Data listing
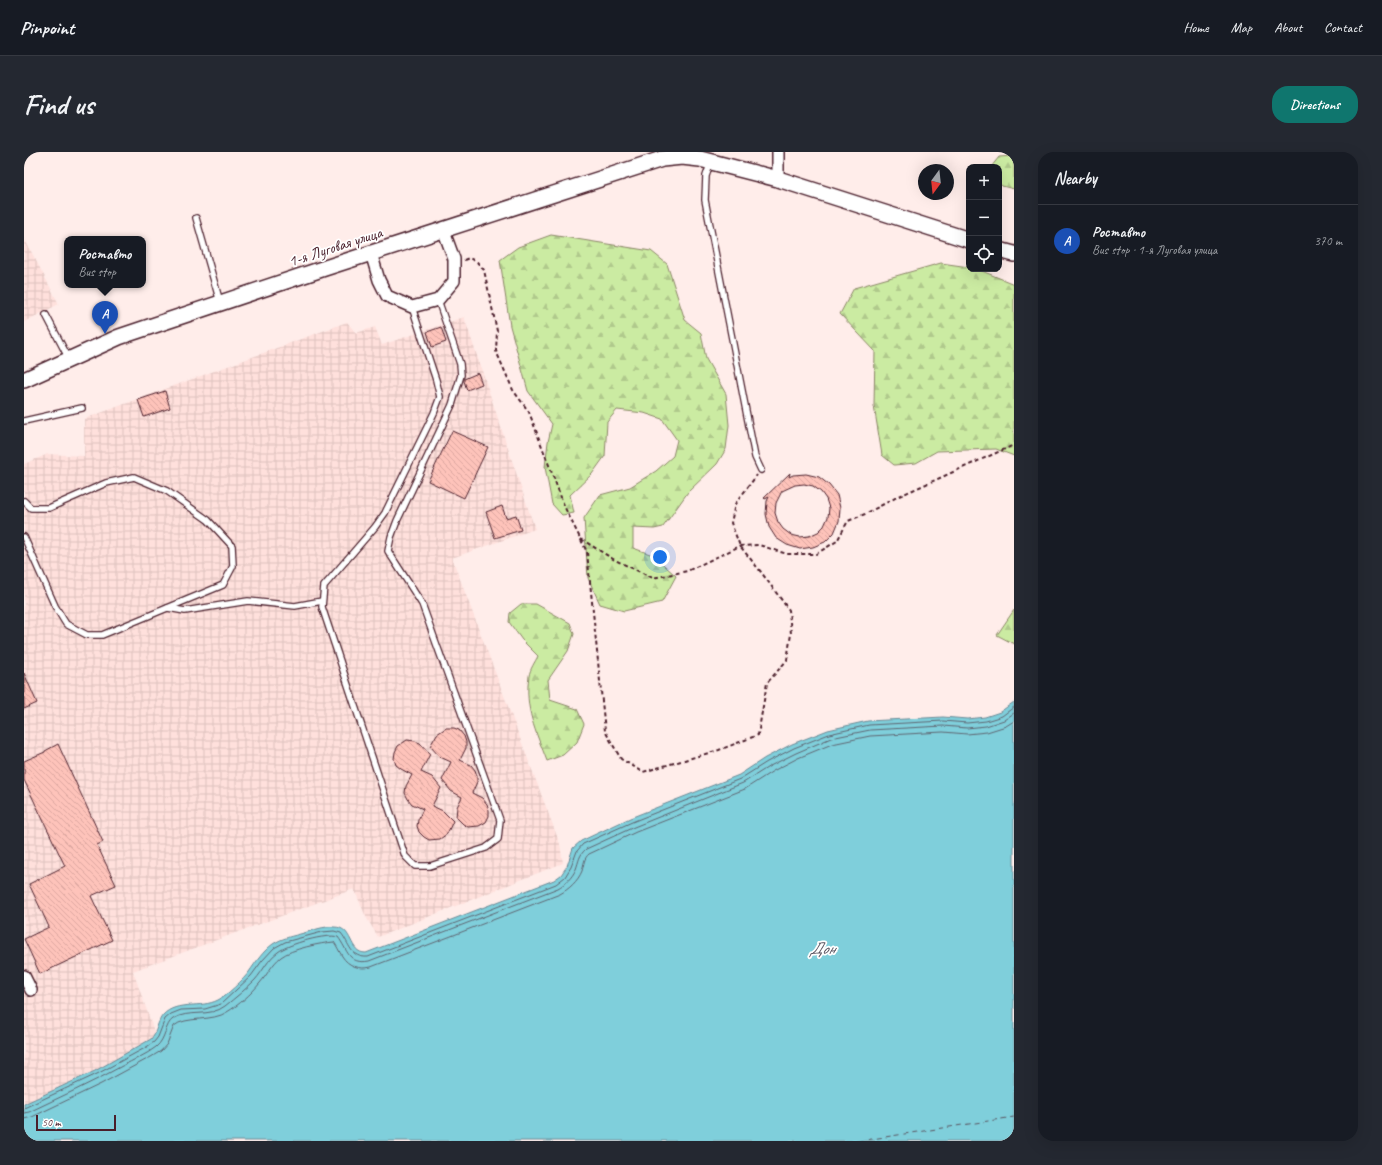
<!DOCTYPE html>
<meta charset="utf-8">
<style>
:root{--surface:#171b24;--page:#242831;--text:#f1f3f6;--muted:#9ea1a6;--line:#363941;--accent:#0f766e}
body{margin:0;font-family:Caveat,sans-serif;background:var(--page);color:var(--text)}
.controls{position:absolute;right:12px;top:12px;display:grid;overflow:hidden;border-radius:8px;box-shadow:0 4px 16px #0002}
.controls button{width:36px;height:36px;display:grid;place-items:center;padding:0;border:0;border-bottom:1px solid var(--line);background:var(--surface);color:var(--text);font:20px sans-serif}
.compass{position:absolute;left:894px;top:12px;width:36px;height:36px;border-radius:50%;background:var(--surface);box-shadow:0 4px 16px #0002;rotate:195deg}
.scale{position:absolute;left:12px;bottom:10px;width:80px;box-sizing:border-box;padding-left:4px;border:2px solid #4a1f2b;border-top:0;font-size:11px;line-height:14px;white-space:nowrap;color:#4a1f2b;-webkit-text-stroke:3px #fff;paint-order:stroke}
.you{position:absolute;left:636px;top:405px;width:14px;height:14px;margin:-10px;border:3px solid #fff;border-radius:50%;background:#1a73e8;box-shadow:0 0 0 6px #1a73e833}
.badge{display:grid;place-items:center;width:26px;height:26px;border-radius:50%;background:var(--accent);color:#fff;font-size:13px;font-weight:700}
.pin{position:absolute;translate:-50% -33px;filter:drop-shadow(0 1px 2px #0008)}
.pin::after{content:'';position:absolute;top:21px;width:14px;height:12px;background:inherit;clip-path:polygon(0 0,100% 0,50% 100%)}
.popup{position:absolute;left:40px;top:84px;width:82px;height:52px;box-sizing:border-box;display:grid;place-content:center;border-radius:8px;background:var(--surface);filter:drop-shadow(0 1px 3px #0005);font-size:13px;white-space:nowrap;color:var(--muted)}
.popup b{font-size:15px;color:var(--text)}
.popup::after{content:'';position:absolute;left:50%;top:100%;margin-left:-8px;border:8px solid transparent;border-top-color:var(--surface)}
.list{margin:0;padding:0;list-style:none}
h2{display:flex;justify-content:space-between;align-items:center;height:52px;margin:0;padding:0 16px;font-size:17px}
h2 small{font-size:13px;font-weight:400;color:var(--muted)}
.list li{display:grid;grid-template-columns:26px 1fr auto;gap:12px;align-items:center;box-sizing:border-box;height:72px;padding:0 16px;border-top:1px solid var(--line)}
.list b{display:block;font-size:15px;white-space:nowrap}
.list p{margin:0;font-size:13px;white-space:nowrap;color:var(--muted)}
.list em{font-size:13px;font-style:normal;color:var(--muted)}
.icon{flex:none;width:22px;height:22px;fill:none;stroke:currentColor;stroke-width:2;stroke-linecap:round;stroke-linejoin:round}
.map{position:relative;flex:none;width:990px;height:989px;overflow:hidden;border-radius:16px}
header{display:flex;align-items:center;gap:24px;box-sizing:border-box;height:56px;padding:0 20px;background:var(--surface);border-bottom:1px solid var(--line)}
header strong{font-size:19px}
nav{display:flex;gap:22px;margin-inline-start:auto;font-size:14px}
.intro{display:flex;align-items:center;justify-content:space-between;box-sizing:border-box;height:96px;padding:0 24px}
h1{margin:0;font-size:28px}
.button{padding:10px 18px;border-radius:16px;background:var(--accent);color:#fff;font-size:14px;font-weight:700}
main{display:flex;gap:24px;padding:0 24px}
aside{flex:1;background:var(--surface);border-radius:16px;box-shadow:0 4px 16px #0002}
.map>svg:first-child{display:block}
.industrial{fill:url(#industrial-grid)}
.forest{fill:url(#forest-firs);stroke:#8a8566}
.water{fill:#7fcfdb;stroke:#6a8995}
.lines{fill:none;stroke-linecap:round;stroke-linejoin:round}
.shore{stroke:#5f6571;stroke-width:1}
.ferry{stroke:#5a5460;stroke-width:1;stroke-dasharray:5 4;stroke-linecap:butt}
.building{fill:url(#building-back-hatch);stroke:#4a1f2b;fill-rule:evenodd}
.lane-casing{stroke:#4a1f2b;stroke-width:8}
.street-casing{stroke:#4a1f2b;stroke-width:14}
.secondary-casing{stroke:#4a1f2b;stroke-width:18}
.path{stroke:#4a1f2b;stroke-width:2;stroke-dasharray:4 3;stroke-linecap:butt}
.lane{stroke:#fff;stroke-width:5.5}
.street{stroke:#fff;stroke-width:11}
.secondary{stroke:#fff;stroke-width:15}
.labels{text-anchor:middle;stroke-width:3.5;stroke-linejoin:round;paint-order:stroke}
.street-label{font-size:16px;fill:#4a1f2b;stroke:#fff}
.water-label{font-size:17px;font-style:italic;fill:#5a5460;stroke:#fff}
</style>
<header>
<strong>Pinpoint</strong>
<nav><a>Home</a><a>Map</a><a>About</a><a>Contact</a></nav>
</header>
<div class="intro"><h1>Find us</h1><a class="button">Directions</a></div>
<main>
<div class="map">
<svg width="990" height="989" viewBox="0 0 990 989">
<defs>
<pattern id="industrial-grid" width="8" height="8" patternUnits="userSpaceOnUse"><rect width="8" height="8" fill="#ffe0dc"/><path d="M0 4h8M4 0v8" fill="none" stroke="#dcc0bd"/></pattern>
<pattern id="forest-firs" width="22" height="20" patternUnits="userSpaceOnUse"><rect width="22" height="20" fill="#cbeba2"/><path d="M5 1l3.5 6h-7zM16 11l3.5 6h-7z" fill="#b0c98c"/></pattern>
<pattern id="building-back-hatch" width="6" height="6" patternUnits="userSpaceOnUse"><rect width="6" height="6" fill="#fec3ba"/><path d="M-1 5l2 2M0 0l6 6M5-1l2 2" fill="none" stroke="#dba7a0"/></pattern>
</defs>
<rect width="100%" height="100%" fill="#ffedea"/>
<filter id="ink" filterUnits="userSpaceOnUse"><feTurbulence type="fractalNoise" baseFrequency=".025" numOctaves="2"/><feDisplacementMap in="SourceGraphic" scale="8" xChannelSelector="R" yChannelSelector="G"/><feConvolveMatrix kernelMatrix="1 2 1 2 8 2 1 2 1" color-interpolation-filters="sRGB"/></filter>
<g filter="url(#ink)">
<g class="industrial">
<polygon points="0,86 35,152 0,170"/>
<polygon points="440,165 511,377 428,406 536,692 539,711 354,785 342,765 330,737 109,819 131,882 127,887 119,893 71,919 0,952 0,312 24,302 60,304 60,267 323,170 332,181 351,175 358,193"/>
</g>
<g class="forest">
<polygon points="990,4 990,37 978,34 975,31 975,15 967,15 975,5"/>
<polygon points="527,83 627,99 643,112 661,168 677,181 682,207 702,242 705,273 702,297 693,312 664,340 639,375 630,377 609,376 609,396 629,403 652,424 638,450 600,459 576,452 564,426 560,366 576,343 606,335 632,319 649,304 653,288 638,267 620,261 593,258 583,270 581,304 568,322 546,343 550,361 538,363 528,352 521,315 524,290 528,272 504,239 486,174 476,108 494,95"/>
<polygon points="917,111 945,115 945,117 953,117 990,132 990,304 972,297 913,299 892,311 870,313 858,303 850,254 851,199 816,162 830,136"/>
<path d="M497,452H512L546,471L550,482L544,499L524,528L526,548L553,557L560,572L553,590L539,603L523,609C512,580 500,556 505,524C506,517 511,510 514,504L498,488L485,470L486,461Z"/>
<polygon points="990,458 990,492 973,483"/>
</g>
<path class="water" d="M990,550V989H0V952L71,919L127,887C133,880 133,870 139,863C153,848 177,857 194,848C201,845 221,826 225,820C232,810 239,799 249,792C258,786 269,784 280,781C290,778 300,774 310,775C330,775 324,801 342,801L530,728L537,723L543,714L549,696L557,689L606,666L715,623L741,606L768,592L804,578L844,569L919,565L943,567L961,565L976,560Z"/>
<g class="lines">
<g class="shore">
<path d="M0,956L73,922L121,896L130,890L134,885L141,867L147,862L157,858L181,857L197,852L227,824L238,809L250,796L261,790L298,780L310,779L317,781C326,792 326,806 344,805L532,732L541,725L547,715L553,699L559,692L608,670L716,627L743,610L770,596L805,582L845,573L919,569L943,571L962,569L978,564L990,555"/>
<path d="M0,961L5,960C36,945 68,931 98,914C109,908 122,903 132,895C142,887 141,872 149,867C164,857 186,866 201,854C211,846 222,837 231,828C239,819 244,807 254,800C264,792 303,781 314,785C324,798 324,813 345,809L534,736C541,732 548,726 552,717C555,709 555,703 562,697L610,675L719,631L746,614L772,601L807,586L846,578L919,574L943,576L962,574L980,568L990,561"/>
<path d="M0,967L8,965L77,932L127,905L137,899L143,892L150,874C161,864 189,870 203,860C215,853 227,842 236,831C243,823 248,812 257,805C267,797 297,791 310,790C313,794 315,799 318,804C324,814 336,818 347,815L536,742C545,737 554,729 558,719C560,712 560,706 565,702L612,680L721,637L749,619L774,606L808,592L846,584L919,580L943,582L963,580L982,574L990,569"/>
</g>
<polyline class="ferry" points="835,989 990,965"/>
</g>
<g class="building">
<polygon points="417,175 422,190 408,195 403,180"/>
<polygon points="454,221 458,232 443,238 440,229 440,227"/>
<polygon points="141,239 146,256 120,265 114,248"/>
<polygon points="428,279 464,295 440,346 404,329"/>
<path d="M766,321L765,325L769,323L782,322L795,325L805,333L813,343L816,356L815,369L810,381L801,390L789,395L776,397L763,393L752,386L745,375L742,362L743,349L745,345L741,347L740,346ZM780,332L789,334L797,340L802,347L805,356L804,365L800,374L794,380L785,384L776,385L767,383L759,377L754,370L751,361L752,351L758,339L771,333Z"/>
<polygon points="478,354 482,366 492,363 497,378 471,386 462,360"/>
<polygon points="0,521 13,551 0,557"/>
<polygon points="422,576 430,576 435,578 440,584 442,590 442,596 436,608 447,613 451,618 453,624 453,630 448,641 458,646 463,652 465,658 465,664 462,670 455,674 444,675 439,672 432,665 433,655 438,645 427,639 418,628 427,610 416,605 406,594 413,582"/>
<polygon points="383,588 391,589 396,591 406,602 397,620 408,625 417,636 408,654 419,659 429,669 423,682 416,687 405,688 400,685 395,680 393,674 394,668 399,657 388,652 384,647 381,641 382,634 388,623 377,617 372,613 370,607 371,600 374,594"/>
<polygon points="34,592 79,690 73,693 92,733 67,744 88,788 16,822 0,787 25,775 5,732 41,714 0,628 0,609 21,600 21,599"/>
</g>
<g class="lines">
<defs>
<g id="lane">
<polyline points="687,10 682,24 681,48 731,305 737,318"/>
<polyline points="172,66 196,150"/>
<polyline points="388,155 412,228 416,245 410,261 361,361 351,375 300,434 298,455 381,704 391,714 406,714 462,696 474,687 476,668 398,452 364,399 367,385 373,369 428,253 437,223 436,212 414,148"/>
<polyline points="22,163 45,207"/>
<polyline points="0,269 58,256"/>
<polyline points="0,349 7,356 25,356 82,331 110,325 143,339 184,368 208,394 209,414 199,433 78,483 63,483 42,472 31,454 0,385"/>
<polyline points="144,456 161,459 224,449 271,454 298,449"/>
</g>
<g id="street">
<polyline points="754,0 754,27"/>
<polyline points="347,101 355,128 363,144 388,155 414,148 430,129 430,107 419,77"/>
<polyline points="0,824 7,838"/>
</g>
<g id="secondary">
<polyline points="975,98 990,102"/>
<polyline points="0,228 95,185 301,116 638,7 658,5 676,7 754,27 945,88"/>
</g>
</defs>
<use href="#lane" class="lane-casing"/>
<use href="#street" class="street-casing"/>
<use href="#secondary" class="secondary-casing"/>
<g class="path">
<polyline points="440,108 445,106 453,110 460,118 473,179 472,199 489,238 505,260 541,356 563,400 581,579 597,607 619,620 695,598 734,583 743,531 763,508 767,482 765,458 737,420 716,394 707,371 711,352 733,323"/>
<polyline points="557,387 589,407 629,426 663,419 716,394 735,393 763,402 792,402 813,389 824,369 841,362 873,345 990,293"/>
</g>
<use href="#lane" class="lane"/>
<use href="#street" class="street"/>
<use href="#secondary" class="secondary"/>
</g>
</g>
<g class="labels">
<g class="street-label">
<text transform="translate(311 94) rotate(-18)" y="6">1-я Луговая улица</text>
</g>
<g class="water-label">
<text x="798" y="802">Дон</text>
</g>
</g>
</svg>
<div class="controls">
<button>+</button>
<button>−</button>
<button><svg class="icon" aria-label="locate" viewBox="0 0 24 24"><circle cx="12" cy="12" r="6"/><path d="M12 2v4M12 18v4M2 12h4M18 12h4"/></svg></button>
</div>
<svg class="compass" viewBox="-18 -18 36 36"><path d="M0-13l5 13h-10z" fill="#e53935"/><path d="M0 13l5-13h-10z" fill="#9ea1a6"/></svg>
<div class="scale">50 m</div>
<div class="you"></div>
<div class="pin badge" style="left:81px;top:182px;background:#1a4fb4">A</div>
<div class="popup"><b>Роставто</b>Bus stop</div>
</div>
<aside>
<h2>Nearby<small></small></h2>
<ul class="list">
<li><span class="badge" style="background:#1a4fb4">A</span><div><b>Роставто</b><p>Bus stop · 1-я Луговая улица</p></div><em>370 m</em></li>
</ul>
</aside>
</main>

What the task asks
Restate word for word the entries above, starting at the line with "solid #fff;border-radius:50%;background:#1a73e8;box-shadow:0 0" and ending at the line with "-33px;filter:drop-shadow(0 1px 2px", inclusive, and no others.

Task response
.you{position:absolute;left:636px;top:405px;width:14px;height:14px;margin:-10px;border:3px solid #fff;border-radius:50%;background:#1a73e8;box-shadow:0 0 0 6px #1a73e833}
.badge{display:grid;place-items:center;width:26px;height:26px;border-radius:50%;background:var(--accent);color:#fff;font-size:13px;font-weight:700}
.pin{position:absolute;translate:-50% -33px;filter:drop-shadow(0 1px 2px #0008)}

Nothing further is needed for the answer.